O; inandıklarının peşinde koşan, her zeminde sıkı
muhalifliğini dile getiren, tutkularıyla yaşayan bir cesurdu...
Portresinin yanında yazdığı gibi koca bir çınardı...
Yüzündeki her çizgiye binlerce anlam yüklemişti...
Dokunmasa da ellerinin sıcaklığı gözlerinden
hissedilen koca bir yürekti!..
“Hocaların Hocası” Gökovalı’nın ifadesi ile;
“Gençlik yıllarında tanıştığı ve bir daha vazgeçemediği
Edremit’i çok seviyordu.
Oksijen deposu mitolojinin İda’sını (Kaz Dağı), mesken tutmuştu!”
Tıpkı, şimdi huzur içinde yattığı İda’daki yaşamını
anlattığı şiirli belgeselinde Sabahattin Ali’nin
‘Benim Meskenim Dağlardır Dağlar’ındaki gibi…
* * *
Üç yıl önce sararmış 27 Eylül'dü kaybettiğimizde Tuncel Kurtiz Usta’yı.
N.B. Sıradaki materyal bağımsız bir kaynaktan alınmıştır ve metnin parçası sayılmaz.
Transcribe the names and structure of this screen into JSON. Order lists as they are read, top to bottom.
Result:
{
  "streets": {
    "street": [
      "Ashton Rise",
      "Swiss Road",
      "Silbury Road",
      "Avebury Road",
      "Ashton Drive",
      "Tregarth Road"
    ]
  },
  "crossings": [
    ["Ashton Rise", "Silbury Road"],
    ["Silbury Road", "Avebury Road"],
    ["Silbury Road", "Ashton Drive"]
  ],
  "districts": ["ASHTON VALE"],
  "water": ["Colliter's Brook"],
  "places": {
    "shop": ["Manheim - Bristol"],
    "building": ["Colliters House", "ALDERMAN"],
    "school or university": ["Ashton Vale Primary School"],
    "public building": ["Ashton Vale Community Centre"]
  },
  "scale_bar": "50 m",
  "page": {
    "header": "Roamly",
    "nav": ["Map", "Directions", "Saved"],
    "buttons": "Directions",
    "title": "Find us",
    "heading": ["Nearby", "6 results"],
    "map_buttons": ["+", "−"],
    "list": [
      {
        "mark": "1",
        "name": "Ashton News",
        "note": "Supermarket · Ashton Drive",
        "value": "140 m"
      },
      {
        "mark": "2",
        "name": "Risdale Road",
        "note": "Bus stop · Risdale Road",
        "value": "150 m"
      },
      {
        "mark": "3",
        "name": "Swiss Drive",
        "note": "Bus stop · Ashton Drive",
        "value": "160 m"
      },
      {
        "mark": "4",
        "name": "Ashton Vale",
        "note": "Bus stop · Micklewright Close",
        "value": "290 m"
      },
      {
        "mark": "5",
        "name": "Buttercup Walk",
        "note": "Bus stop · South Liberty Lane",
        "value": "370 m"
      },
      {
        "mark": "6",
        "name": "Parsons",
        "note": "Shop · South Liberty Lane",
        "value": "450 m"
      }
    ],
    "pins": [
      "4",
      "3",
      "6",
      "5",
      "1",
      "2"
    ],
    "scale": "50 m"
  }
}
Yeni kuşağın bir TV dizisindeki tiplemesi ‘Ramiz Dayı’ ile
ilk kez keşfettiğini sandığı... ‘Yeğen’ diye başlayan replikleri ile ünlü…
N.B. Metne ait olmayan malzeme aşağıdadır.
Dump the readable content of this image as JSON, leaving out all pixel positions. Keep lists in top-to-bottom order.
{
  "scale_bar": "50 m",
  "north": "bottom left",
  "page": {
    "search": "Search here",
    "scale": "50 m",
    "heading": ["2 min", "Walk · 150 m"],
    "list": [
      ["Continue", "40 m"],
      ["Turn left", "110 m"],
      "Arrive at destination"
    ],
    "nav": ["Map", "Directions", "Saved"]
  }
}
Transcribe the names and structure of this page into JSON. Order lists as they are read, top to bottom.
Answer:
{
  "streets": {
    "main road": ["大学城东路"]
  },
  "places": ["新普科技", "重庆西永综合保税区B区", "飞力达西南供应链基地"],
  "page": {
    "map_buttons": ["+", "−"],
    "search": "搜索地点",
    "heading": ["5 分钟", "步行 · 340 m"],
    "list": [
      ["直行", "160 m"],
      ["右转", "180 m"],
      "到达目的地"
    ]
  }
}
Kiminde, “Bazen hayat seni öyle zorlar ki yeğenim,
yolun başında kimdin, unutursun…”,
bazen de “Mesele ölmek değil, dost bildiğin en güvendiğin
adamın eliyle ölmekmiş mesele” derdi.
Oysa; ömründen 54 yıl vermişti tiyatromuza, sinemamıza, şiire…
Tuncel Kurtiz gökten zembille inmemişti ki!..
1960’lardan itibaren sinemamızın önemli yapıtlarına
imza atmış, önemli tiyatro oyunlarında üstün performans göstermişti.
TV dizilerindeki başarısı da olgunluk yıllarına denk gelmişti.
Çünkü; okuyor, okutuyordu durmaksızın…
Okumaz/Okumayı sevmez toplumumuzda “bilginin güç olduğuna”
hep inanmış Usta’nın setlerde; senaristlere bile okuduğu kitapları verdiğini,
bazı replikleri önerdiğini öğreniyoruz meslektaşlarından.
* * *
Bir anekdot; “Eski-meyen Dostlar”dan Bülent Buda’dan:
“İzmirspor’dayız. 1960’lı yıllar. Penaltıcı kaleci Seyfi Talaylı,
Cengiz Kayalar, Doğan Akılı unutulmaz kadro ile
Bursa’ya maça gitmiştik. Aynı otelde kamptayız.
Tanıştık. O da Kenterler Tiyatrosu’nda.
Yıldız-Müşfik Kenter, Şükran Güngör, Gülsün Kamu,
Sema Özcan’lı ekipte. Oturuyoruz. Şiirler okuyoruz Nâzım’dan.
Bir ara yan masalardan laf atılınca, kavga çıktı.
Baktım; Kurtiz Baba, tek başına önüne geleni indiriyor.
Çok iyi dost olduk. En son 4 yıl önce İstanbul’da
bir de fötr bir şapka hediye etmiştim.”
* * *
Bir TV röportajındandır şu sözleri;
“Ben solcuyum. Doğa, çevre dostuyum arkadaş!
Özdemir Asaf, Kenterler, Münir Özkul, Cahit Irgat’la
Yürüdüm; yol aldım…
Yılmaz Güney ile Tarabya’daki bodrum katında
dostluğa temel attık, ölünceye kadar hiç ayrılmadık.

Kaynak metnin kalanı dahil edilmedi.